§ **Saved entries**
· · · · ·

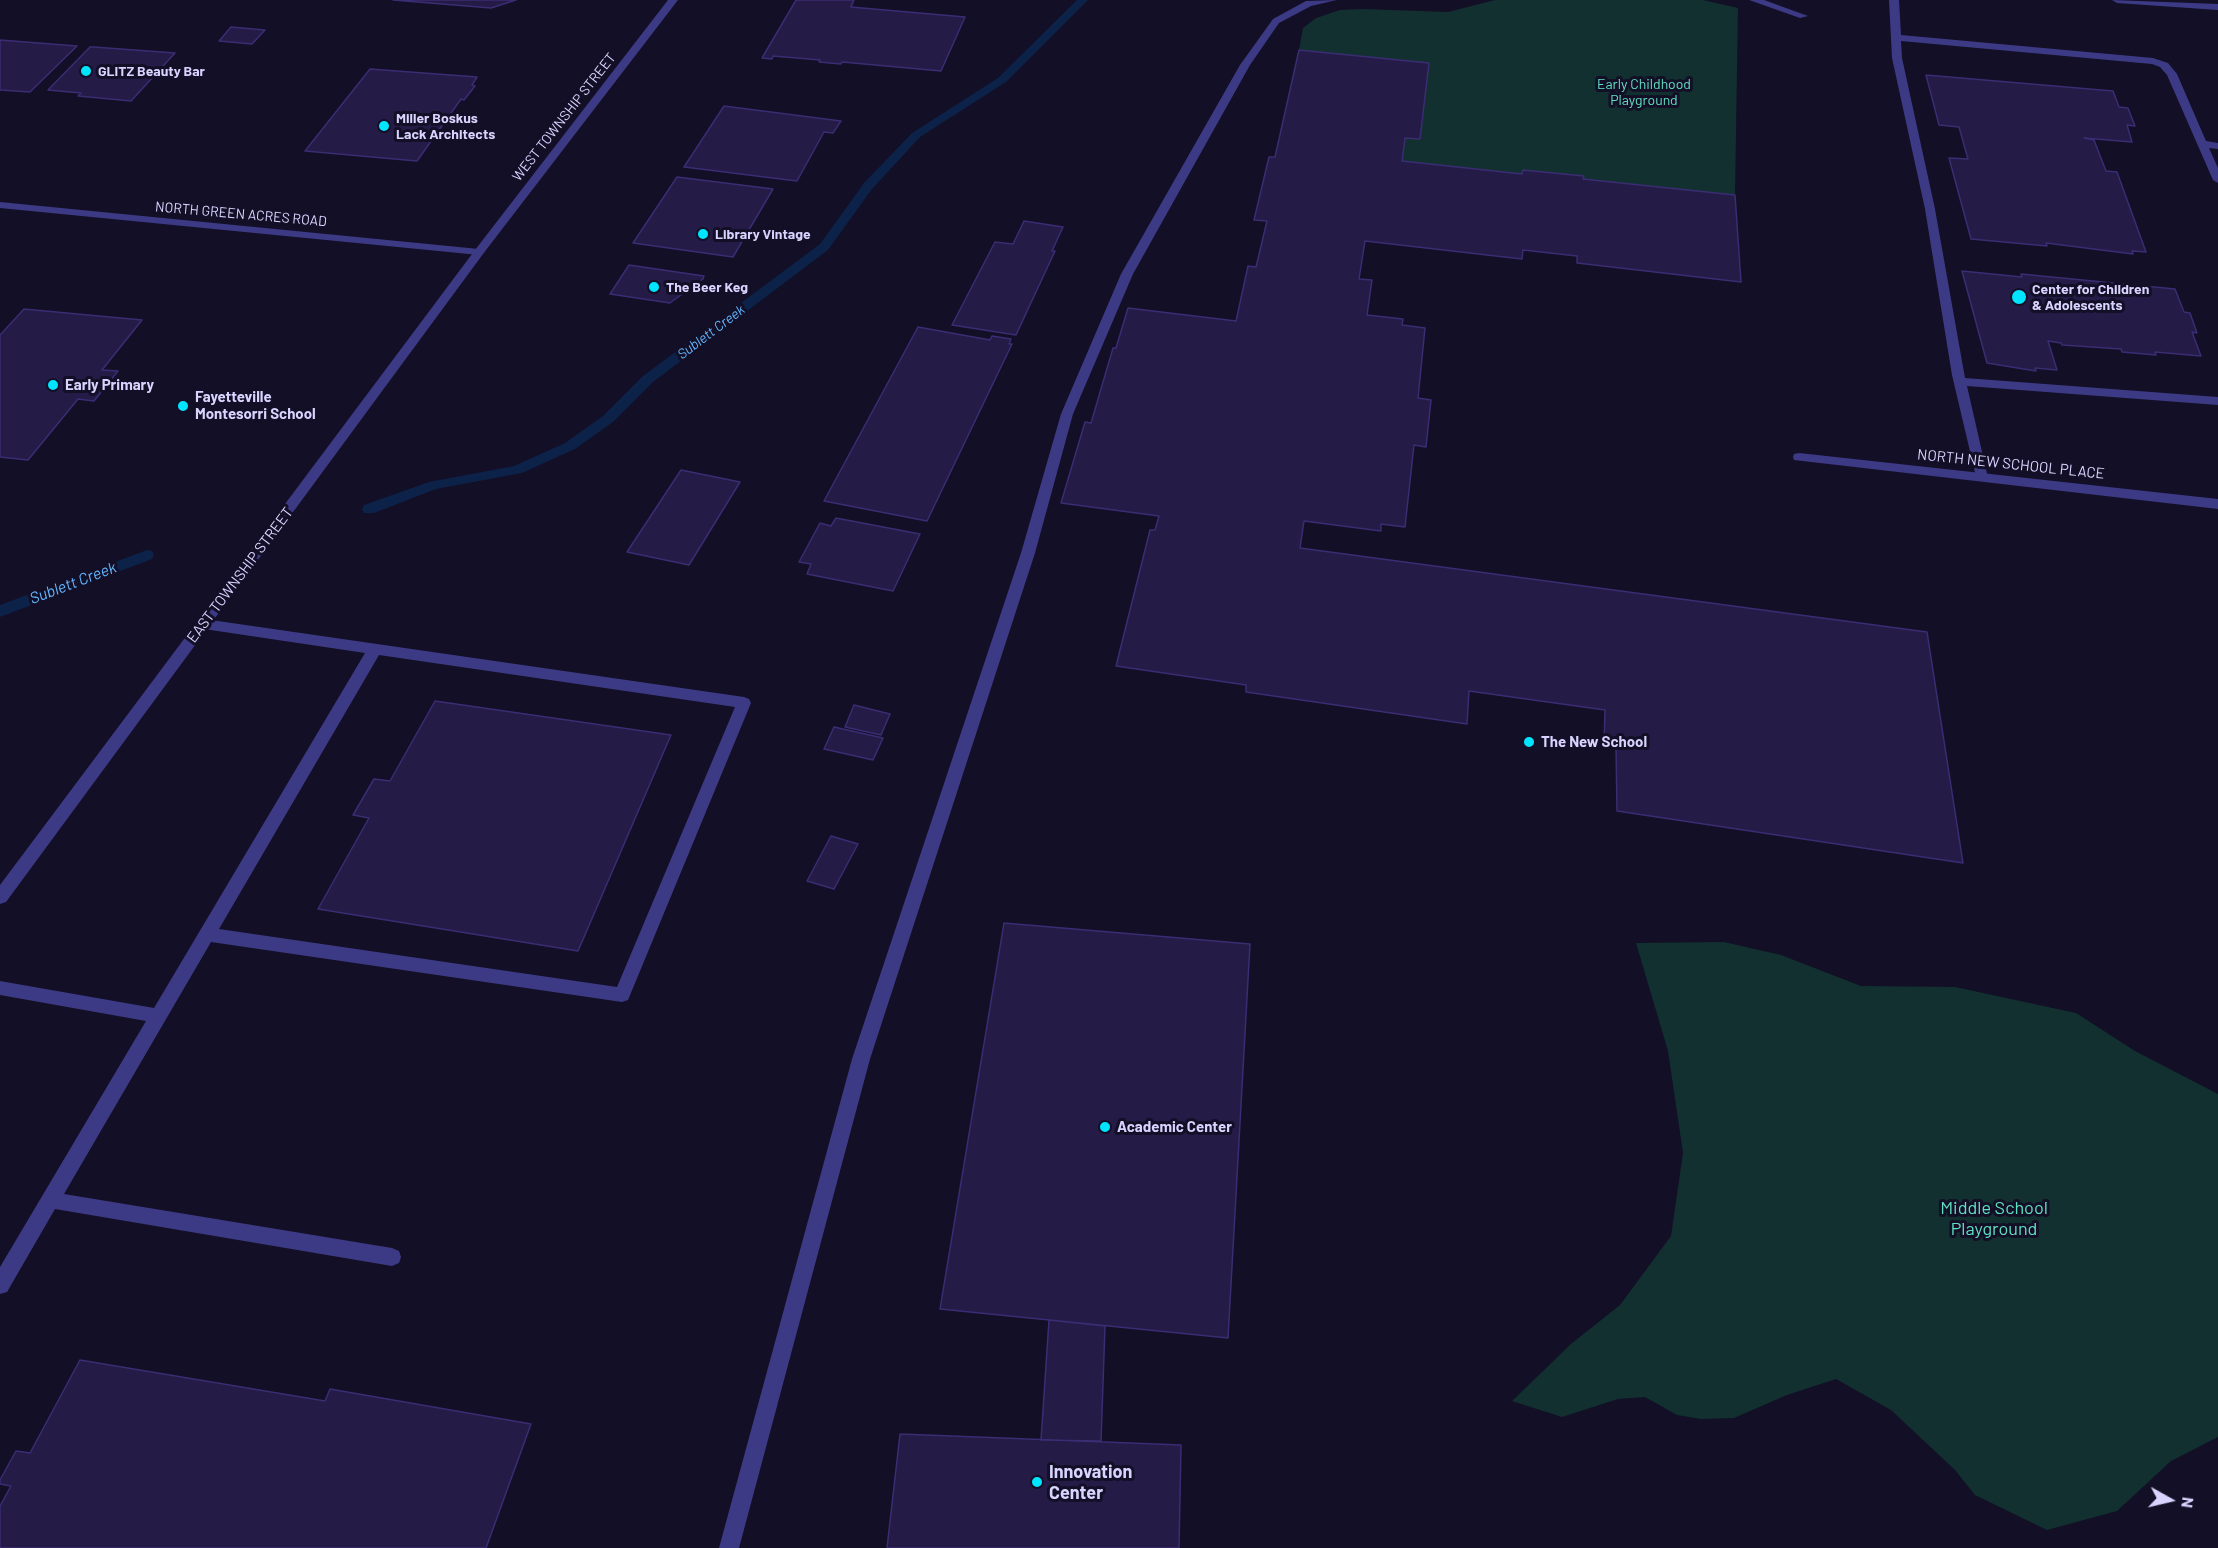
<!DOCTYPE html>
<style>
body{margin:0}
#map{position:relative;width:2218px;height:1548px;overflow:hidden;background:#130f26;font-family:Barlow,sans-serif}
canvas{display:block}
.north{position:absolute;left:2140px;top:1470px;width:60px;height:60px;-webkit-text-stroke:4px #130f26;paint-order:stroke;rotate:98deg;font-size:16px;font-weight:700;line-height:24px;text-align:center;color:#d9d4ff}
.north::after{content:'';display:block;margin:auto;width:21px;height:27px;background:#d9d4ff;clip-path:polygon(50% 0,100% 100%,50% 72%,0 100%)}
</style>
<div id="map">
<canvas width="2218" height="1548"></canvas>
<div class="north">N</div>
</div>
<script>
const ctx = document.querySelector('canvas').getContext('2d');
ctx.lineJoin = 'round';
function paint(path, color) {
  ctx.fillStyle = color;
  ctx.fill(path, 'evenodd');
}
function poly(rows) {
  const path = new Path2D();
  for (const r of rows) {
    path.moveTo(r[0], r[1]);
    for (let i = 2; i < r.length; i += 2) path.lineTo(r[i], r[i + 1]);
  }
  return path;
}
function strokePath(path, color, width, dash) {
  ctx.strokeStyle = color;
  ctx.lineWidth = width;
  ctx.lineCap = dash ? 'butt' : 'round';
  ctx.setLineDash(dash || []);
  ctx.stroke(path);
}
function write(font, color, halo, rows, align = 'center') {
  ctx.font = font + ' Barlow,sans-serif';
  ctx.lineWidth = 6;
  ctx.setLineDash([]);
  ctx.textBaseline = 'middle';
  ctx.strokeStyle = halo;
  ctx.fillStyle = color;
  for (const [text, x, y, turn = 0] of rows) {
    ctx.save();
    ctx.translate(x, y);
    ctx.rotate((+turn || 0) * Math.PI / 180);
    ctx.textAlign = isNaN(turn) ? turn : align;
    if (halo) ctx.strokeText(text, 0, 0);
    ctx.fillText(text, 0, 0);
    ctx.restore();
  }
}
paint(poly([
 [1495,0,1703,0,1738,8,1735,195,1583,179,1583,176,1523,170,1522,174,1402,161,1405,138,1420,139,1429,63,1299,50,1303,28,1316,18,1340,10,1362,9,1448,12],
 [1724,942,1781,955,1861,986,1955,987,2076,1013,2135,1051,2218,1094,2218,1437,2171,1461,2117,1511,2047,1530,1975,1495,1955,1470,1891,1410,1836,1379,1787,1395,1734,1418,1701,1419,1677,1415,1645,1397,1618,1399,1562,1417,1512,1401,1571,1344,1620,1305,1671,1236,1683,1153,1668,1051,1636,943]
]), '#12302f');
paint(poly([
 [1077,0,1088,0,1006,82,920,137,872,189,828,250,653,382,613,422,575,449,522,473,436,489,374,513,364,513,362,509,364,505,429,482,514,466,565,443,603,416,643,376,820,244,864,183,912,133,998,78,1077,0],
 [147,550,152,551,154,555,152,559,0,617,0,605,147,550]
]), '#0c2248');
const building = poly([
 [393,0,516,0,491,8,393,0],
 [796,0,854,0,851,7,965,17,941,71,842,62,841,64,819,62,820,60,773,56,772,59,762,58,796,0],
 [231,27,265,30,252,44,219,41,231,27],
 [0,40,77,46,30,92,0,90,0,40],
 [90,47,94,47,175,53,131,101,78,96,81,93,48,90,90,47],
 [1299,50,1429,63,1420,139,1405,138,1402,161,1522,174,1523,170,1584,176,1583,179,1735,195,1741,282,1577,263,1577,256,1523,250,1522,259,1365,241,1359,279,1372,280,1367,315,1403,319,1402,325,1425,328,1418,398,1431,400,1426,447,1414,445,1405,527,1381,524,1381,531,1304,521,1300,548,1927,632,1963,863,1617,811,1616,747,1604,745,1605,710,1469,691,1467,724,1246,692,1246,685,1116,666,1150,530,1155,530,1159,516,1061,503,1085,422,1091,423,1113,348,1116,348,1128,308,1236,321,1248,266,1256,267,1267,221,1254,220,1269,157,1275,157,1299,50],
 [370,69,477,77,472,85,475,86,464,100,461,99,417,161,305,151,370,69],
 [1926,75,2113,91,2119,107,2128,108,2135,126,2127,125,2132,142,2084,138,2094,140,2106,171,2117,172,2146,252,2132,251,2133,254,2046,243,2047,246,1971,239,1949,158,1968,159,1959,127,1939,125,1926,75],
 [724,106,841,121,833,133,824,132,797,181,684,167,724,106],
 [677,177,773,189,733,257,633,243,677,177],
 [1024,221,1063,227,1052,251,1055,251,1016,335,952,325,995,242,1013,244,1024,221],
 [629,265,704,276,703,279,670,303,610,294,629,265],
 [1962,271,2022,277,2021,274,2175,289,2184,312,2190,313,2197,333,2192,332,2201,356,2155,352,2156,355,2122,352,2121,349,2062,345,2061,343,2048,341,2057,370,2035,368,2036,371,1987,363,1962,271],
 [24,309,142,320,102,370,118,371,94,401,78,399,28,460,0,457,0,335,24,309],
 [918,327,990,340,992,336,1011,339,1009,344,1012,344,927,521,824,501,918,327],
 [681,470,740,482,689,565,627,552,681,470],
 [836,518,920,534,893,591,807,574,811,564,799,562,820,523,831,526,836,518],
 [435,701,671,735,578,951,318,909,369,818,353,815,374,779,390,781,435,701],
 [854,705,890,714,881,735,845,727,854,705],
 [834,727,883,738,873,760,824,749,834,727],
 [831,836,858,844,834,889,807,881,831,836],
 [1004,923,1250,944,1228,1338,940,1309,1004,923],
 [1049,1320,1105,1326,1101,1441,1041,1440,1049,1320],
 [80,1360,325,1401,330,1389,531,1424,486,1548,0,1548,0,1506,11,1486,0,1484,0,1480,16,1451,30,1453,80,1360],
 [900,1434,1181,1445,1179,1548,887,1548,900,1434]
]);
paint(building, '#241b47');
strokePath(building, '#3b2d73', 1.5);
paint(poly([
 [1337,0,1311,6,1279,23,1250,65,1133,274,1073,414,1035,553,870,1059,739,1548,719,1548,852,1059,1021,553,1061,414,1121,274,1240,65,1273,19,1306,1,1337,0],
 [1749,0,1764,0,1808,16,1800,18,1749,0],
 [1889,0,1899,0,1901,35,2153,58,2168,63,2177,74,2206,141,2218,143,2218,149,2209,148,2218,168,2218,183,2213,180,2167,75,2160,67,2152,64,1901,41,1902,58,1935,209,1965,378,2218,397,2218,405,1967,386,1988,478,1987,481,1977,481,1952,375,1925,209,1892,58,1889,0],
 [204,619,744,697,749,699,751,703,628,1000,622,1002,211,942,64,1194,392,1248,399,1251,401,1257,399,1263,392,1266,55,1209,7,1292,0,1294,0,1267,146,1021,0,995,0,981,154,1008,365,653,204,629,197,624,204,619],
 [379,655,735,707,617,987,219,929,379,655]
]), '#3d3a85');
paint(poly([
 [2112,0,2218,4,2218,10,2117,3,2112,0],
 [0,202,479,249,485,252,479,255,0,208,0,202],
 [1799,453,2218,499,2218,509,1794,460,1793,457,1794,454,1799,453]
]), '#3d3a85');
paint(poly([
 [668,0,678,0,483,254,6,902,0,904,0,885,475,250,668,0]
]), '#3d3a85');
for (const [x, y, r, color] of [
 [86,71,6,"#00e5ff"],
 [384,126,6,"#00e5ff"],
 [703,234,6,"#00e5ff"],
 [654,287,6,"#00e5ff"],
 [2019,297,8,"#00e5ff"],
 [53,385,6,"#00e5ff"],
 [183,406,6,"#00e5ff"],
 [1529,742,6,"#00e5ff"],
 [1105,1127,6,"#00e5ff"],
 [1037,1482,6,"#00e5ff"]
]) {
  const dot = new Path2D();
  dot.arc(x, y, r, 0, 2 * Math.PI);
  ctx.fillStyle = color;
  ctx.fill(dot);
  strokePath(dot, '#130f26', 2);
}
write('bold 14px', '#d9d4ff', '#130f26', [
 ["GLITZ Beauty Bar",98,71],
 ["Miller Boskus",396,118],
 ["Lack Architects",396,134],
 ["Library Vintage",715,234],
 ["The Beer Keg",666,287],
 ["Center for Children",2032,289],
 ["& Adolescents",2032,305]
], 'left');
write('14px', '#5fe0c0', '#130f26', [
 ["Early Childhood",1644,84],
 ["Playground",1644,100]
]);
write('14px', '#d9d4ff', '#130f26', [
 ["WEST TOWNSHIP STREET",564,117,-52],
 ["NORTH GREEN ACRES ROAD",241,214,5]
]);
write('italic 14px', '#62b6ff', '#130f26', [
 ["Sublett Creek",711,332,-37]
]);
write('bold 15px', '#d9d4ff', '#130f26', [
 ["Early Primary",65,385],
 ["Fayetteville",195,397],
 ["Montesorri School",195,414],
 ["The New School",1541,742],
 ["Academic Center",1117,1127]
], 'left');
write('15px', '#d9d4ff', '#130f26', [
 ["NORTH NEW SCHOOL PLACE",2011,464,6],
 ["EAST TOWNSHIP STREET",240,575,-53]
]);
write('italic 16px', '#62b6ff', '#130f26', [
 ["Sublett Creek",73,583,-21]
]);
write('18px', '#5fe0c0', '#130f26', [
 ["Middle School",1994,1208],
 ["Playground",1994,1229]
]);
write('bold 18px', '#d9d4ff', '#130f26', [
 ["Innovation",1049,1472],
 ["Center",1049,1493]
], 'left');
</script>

· · · · ·

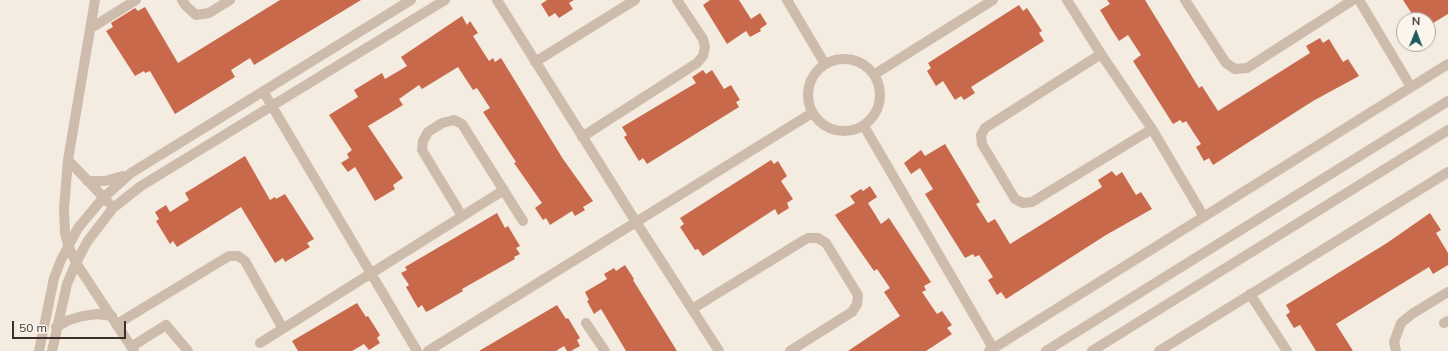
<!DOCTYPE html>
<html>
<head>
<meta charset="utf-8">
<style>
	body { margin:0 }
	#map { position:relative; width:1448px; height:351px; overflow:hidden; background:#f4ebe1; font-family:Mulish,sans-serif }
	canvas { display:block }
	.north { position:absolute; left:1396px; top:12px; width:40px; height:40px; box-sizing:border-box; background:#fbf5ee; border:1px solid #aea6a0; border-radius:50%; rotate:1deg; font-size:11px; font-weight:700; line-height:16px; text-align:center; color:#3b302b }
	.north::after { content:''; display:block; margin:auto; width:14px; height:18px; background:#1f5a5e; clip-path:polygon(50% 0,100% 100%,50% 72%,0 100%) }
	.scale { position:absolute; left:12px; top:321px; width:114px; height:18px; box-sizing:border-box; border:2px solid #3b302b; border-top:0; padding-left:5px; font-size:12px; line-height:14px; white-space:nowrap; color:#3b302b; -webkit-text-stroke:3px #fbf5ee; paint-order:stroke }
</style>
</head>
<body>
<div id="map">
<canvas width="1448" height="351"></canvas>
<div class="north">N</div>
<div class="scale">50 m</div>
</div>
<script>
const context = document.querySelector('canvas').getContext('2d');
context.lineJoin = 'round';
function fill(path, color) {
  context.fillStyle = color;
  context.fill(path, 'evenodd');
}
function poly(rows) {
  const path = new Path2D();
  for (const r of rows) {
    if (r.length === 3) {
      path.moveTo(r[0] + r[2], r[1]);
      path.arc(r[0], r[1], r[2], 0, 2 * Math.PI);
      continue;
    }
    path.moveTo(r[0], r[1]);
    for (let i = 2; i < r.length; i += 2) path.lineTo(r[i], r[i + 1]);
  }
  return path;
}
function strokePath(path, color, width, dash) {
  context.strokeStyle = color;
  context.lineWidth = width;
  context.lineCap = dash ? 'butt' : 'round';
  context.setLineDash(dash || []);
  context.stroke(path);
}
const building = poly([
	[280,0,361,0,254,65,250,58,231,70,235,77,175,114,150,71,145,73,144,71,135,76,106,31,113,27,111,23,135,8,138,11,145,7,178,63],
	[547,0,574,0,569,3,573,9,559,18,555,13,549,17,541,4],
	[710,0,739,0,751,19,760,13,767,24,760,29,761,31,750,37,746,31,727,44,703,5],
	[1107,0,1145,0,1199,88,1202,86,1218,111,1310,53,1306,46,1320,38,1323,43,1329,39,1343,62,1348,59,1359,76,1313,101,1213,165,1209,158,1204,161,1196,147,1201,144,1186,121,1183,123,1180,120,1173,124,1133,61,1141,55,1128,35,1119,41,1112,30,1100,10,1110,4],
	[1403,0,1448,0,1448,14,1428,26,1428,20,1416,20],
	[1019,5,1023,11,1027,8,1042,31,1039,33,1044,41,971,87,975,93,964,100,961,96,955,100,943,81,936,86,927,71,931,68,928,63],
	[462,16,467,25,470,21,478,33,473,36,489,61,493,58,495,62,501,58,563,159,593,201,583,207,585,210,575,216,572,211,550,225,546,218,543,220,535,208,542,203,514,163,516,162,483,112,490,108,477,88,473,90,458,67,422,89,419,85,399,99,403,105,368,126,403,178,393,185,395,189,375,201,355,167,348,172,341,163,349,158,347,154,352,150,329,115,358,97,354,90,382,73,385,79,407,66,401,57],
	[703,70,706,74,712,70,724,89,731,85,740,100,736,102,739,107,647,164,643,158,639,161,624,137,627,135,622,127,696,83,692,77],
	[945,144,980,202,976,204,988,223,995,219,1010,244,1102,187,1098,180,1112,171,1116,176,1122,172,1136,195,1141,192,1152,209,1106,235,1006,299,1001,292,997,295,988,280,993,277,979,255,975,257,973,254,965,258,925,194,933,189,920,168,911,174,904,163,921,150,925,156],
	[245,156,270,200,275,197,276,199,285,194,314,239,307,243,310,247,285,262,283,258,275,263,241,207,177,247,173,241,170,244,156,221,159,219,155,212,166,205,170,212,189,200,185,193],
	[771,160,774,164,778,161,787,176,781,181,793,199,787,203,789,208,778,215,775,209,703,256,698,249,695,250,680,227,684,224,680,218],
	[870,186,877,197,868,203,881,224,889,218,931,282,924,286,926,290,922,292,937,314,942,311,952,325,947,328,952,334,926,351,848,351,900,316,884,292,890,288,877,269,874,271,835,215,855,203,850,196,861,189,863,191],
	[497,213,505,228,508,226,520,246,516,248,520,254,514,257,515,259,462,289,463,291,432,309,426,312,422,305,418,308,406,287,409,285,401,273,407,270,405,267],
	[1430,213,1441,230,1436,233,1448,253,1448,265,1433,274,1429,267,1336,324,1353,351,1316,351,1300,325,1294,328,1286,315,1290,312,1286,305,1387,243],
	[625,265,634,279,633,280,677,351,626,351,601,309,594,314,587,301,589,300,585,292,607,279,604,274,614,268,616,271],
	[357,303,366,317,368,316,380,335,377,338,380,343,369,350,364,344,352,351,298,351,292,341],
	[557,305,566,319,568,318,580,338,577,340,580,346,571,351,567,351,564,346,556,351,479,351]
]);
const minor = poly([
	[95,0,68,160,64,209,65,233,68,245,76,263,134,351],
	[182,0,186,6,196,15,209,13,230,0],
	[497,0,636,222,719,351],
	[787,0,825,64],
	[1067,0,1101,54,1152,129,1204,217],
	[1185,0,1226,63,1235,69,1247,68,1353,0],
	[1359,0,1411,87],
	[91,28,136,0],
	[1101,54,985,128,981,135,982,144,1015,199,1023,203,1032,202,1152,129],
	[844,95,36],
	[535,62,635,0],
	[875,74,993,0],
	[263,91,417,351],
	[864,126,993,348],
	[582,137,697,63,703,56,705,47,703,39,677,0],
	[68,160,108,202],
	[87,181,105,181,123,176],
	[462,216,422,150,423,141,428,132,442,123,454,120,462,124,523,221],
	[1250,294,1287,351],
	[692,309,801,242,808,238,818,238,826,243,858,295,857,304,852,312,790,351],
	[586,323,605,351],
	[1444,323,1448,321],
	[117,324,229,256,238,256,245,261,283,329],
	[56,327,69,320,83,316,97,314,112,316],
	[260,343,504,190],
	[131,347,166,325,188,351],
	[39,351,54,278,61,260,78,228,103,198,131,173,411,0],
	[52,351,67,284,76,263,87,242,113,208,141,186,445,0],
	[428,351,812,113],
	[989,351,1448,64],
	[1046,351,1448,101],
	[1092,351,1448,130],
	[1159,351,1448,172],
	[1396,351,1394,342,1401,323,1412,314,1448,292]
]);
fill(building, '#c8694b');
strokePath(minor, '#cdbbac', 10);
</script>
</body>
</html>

· · · · ·

§ **Exercise**
Search the entries for the word "html", then copy every line in which it is found.

§ **Finished task**
<!DOCTYPE html>
<!DOCTYPE html>
<html>
</html>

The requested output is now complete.